Norwegen stellt Fischerei-Abkommen mit Russland in Frage | Polarjournal
Die Kooperation zwischen Norwegen und Russland war ein durchschlagender Erfolg und wurde bis anhin nie in Frage gestellt.

Wenig ist derzeit normal in den wirtschaftlichen Beziehungen zwischen den europäischen Ländern und Russland. Trotz allem hat sich die gemeinsame norwegisch-russische Bewirtschaftung der Barentssee als Erfolgsmodell für nachhaltige Fischerei erwiesen. Norwegen will trotz den Russland-Sanktionen dieses Abkommen weiter aufrechterhalten. Doch das droht zu einem Sicherheitsrisiko zu werden. Inzwischen hat Norwegen die Sicherheit rund um alle kritischen Infrastrukturen und Häfen erhöht. Zudem beabsichtigt Norwegen die Fischereirechte in der Barentssee neu zu verhandeln.

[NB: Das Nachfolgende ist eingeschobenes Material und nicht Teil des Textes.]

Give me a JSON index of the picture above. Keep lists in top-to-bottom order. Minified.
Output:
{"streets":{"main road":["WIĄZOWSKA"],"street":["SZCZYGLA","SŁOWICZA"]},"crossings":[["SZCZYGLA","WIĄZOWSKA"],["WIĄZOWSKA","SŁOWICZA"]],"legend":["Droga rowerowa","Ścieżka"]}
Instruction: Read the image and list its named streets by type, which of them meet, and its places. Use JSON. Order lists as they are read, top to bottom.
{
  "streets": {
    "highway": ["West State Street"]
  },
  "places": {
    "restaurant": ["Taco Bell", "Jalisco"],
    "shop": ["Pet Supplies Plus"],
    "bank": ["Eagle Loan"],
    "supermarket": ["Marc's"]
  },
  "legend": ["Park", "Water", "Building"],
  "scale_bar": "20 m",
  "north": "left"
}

Die Regierung verschärft unter dem Druck der jüngsten Ereignisse die Regeln, wo russische Fischerboote anlanden dürfen. Nur noch die drei Häfen Kirkenes, Tromsø und Båtsfjord werden dafür offen sein. Ausserdem sollen die Kontrollen durch Zoll und Polizei verstärkt werden. Die Regierung erklärte, damit trage sie der «veränderten Lage nach der Nord-Stream-Sabotage» Rechnung.

Russische Fischereischiffe dürfen nur noch die drei Häfen Kirkenes, Tromsø und Båtsfjord anlaufen. (Foto: Heiner Kubny)

In den nordnorwegischen Häfen hat man sich an russische Fischtrawler schon längst gewöhnt. Die Barentssee mit ihren reichen Fischgründen liegt praktisch vor der Haustür. Mit Russland hat Norwegen seit bald fünfzig Jahren ein Fischereiabkommen über die Bewirtschaftung der Barentssee.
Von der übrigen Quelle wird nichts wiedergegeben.